Records from a dataset:
━━━

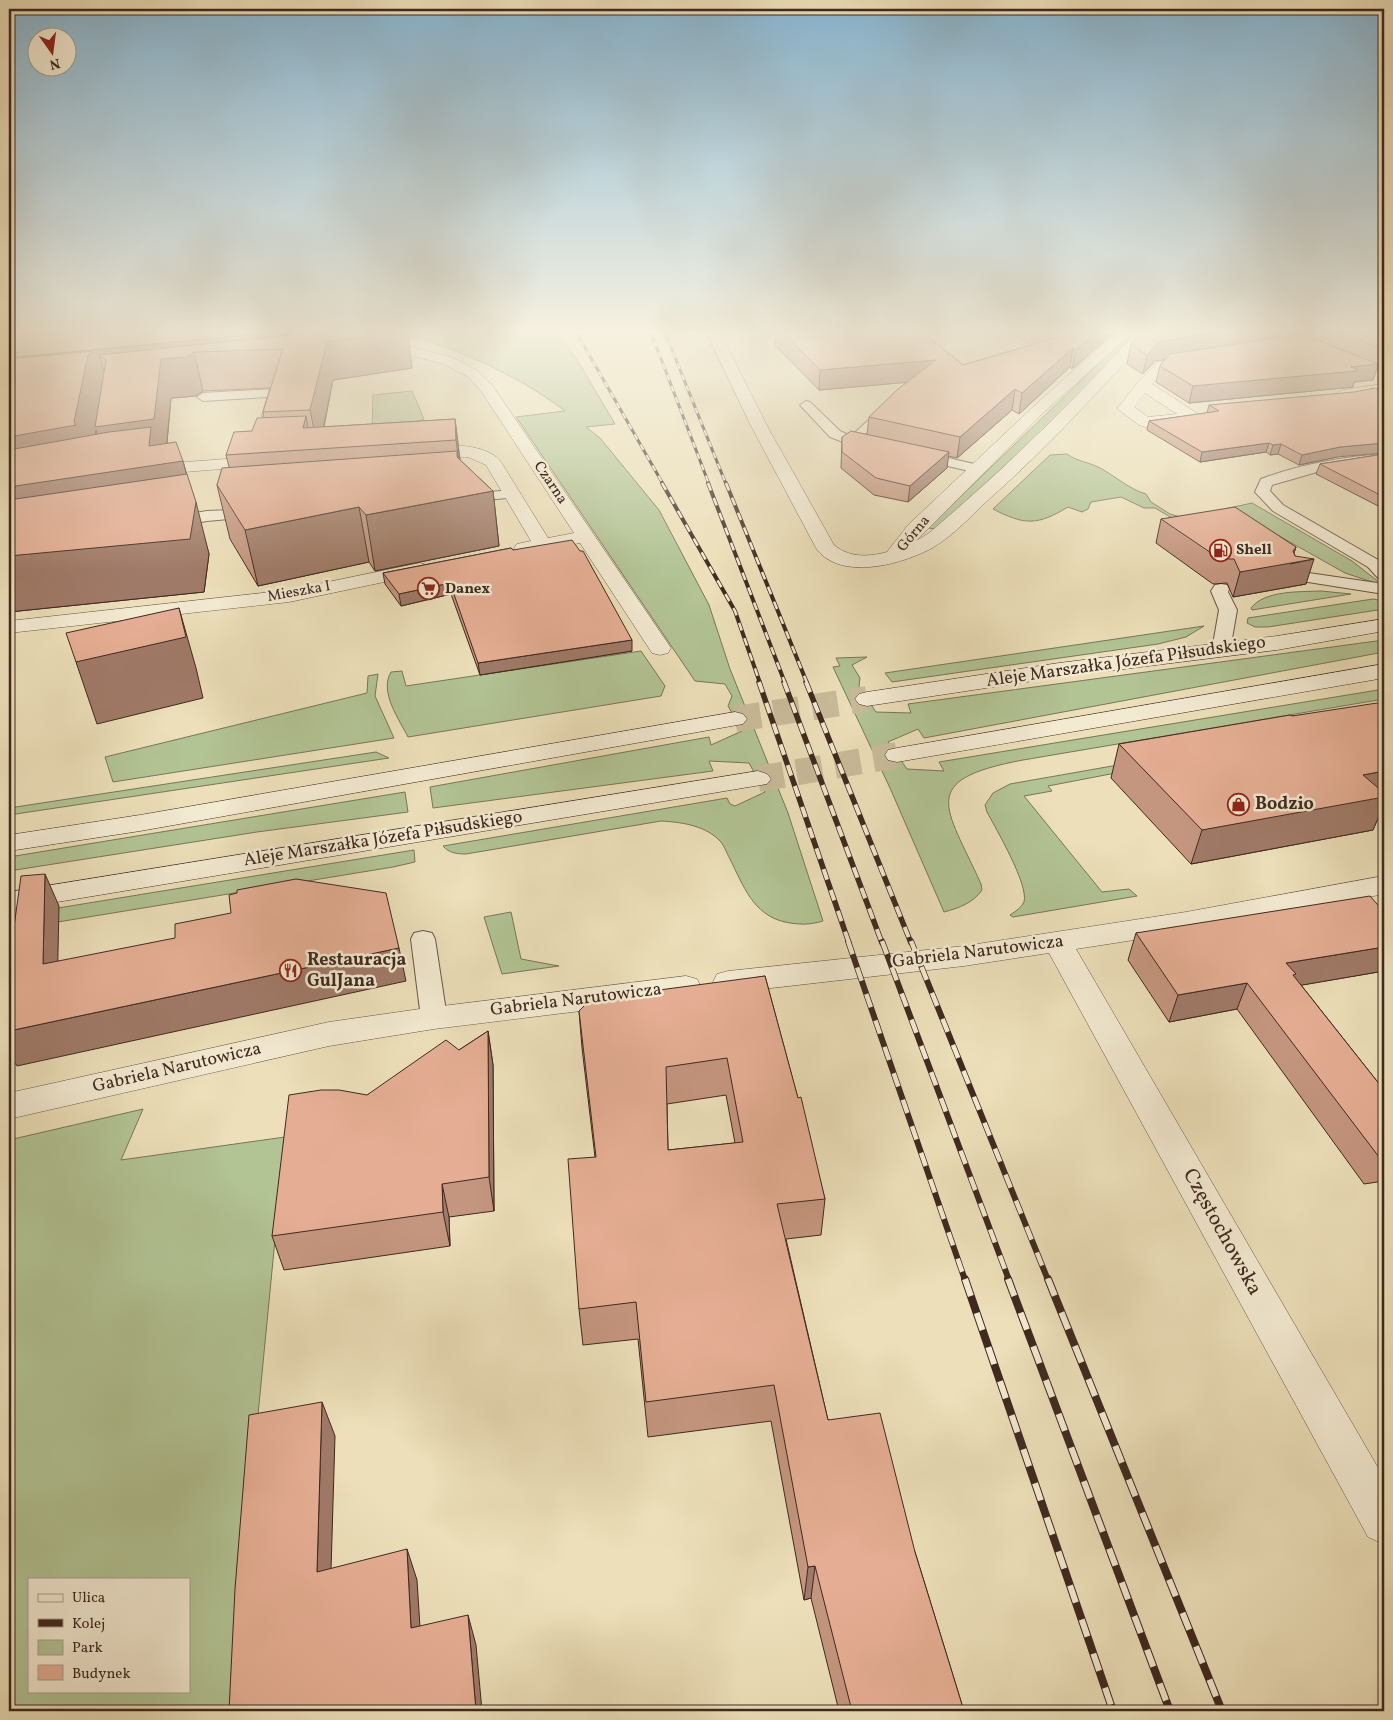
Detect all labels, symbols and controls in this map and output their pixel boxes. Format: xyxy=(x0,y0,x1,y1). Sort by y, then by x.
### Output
north arrow xyxy=(28,28,78,78)
text: N xyxy=(48,53,62,74)
street label: Czarna xyxy=(528,457,572,509)
street label: Górna xyxy=(893,511,935,557)
fuel station icon: Shell xyxy=(1208,538,1232,562)
place label: Shell xyxy=(1236,540,1272,561)
street label: Mieszka I xyxy=(266,576,332,608)
supermarket icon: Danex xyxy=(417,577,441,601)
place label: Danex xyxy=(445,579,491,600)
street label: Aleje Marszałka Józefa Piłsudskiego xyxy=(985,630,1267,694)
shop icon: Bodzio xyxy=(1227,792,1251,816)
place label: Bodzio xyxy=(1255,792,1314,817)
street label: Aleje Marszałka Józefa Piłsudskiego xyxy=(242,805,524,873)
street label: Gabriela Narutowicza xyxy=(891,929,1065,975)
place label: Restauracja GulJana xyxy=(307,948,406,994)
restaurant icon: Restauracja GulJana xyxy=(279,958,303,982)
street label: Gabriela Narutowicza xyxy=(489,977,663,1023)
street label: Gabriela Narutowicza xyxy=(90,1036,264,1100)
street label: Częstochowska xyxy=(1175,1163,1269,1301)
legend xyxy=(28,1578,190,1692)
text: Ulica xyxy=(72,1588,105,1609)
text: Kolej xyxy=(72,1614,105,1635)
text: Park xyxy=(72,1638,103,1659)
text: Budynek xyxy=(72,1664,131,1685)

━━━

**TASK REQUIREMENTS**
Restate the records above in full and word for word, but do not carry over any pictures.

**THE COMPLETED TASK**
Detect all labels, symbols and controls in this map and output their pixel boxes. Format: xyxy=(x0,y0,x1,y1). Sort by y, then by x.
### Output
north arrow xyxy=(28,28,78,78)
text: N xyxy=(48,53,62,74)
street label: Czarna xyxy=(528,457,572,509)
street label: Górna xyxy=(893,511,935,557)
fuel station icon: Shell xyxy=(1208,538,1232,562)
place label: Shell xyxy=(1236,540,1272,561)
street label: Mieszka I xyxy=(266,576,332,608)
supermarket icon: Danex xyxy=(417,577,441,601)
place label: Danex xyxy=(445,579,491,600)
street label: Aleje Marszałka Józefa Piłsudskiego xyxy=(985,630,1267,694)
shop icon: Bodzio xyxy=(1227,792,1251,816)
place label: Bodzio xyxy=(1255,792,1314,817)
street label: Aleje Marszałka Józefa Piłsudskiego xyxy=(242,805,524,873)
street label: Gabriela Narutowicza xyxy=(891,929,1065,975)
place label: Restauracja GulJana xyxy=(307,948,406,994)
restaurant icon: Restauracja GulJana xyxy=(279,958,303,982)
street label: Gabriela Narutowicza xyxy=(489,977,663,1023)
street label: Gabriela Narutowicza xyxy=(90,1036,264,1100)
street label: Częstochowska xyxy=(1175,1163,1269,1301)
legend xyxy=(28,1578,190,1692)
text: Ulica xyxy=(72,1588,105,1609)
text: Kolej xyxy=(72,1614,105,1635)
text: Park xyxy=(72,1638,103,1659)
text: Budynek xyxy=(72,1664,131,1685)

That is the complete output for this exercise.